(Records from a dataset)

____

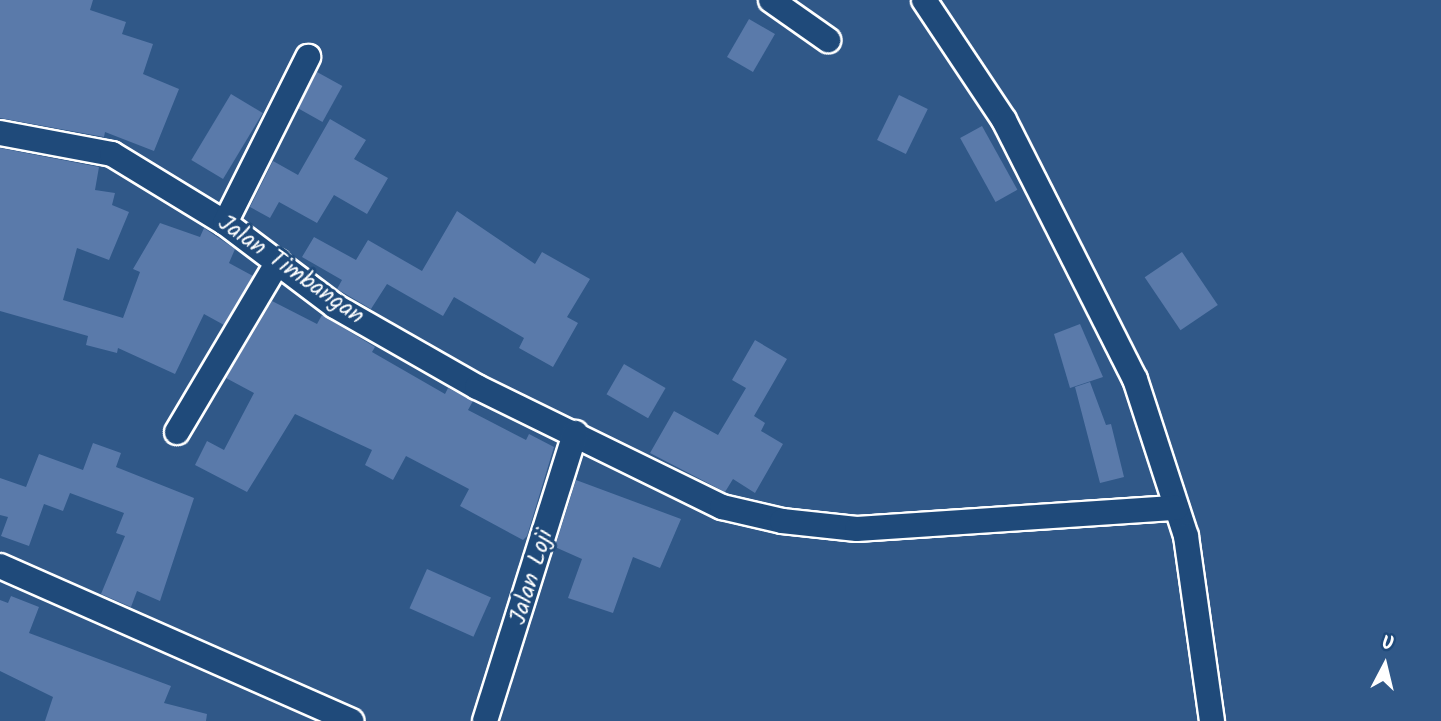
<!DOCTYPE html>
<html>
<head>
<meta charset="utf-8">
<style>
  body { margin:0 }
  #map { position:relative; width:1441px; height:721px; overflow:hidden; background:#305888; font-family:Kalam,sans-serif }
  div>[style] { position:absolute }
  .building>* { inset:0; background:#5a7aaa; transform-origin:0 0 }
  .roads { filter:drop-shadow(2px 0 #fff) drop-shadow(-2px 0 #fff) drop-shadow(0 2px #fff) drop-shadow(0 -2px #fff) }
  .street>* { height:24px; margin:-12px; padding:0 12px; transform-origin:12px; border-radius:12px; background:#1f4a7a }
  span { translate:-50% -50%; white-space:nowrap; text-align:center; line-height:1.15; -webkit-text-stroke:6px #1f4a7a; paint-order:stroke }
  .street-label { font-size:24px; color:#fff }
  .north { position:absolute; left:1350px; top:630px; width:70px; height:70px; -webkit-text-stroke:5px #1f4a7a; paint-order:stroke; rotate:7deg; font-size:19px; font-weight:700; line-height:28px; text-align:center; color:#fff }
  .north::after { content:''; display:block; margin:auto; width:24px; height:32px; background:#fff; clip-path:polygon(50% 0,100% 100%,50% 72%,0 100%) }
</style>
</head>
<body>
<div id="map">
  <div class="building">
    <div style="clip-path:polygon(0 0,93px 0,90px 10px,126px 22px,122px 34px,153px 44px,143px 74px,179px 89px,154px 151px,105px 132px,104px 137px,0 118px)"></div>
    <div style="left:749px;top:19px;width:30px;height:44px;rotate:30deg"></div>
    <div style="left:317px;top:72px;width:29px;height:41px;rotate:29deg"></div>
    <div style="left:231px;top:94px;width:37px;height:77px;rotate:31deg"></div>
    <div style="left:899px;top:95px;width:32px;height:50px;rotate:26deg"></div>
    <div style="clip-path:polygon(330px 119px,366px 140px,354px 159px,388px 178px,367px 214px,334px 195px,317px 223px,279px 202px,270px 218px,250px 207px,273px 161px,298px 175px)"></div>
    <div style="left:982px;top:126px;width:73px;height:25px;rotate:61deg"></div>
    <div style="clip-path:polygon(0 148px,99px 167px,95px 190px,115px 193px,112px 205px,129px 212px,109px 260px,77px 248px,63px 300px,123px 318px,140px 272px,133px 269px,160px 223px,200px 237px,204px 228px,235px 249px,229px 263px,253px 276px,224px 325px,204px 314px,175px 374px,118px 348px,117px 353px,86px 345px,88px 336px,0 311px)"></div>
    <div style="clip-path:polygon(457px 211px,535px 264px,542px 252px,590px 279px,567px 317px,578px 323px,553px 367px,519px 348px,524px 338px,454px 297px,443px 316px,387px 284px,371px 309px,337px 289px,342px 280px,302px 257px,314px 237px,356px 260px,368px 240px,422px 271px)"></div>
    <div style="left:1182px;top:252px;width:64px;height:45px;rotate:56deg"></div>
    <div style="clip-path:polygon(272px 301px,317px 324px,322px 315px,375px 347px,372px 352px,445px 394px,448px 388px,473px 401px,468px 410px,526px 440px,529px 434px,554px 447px,527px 536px,523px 540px,460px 506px,469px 489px,406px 456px,393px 480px,365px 465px,372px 450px,295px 414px,247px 492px,195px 465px,207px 441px,224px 450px,254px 393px,226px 378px)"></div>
    <div style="clip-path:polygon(1080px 324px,1103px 377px,1070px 388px,1054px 334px)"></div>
    <div style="clip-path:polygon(755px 340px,787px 359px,754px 416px,765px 423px,761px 431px,783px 444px,755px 493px,733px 479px,725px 492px,650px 453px,674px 411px,718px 435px,746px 388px,732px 380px)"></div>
    <div style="left:624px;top:364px;width:48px;height:35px;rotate:30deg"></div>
    <div style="clip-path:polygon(1090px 382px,1106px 425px,1111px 424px,1124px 477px,1100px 483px,1075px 387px)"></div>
    <div style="clip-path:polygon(93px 443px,121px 453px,116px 467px,194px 498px,160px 601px,137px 591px,131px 607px,101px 594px,125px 536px,116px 533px,124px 513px,70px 493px,63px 511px,44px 504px,29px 546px,1px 536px,8px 517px,0 515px,0 478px,26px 487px,39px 454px,83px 470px)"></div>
    <div style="clip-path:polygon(576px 480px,681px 519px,660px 568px,633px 557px,613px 613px,568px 598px,582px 559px,555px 547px)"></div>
    <div style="left:427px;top:569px;width:70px;height:43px;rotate:24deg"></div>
    <div style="clip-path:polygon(11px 596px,39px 607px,29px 633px,171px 686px,164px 703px,207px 714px,206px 721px,45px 721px,53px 697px,0 671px,0 600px,8px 603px)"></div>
  </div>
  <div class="roads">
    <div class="street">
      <div style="left:771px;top:0;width:70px;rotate:35.1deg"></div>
      <div style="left:924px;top:0;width:144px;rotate:56.3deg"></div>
      <div style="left:1004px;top:120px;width:290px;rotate:63.2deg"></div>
      <div style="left:1135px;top:379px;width:165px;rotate:72deg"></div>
      <div style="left:1186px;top:536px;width:187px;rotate:82deg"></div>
      <div style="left:0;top:133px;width:114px;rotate:10.6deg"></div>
      <div style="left:112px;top:154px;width:132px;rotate:31.4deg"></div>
      <div style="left:225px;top:223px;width:138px;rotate:37deg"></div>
      <div style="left:335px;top:306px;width:163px;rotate:29.7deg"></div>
      <div style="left:477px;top:387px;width:273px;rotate:26.1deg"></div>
      <div style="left:722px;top:507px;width:62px;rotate:13.1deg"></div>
      <div style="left:782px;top:521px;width:75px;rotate:6.1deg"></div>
      <div style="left:857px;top:529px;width:320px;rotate:-3.8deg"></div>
      <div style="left:225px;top:223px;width:186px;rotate:-63.4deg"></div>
      <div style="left:177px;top:432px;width:198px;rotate:-59.3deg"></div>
      <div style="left:0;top:566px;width:384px;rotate:23.8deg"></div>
      <div style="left:485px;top:721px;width:302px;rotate:-72.6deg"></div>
    </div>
  </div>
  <div class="street-label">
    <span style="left:291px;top:270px;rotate:35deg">Jalan Timbangan</span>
    <span style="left:532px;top:577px;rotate:-73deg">Jalan Loji</span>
  </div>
  <div class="north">U</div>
</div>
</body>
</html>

____

### WHAT NEEDS TO BE DONE
When pictures appear in the records above, leave them out and reproduce exactly each line from the first through the line containing "position:relative; width:1441px; height:721px;", both included.

### TASK SOLUTION
<!DOCTYPE html>
<html>
<head>
<meta charset="utf-8">
<style>
  body { margin:0 }
  #map { position:relative; width:1441px; height:721px; overflow:hidden; background:#305888; font-family:Kalam,sans-serif }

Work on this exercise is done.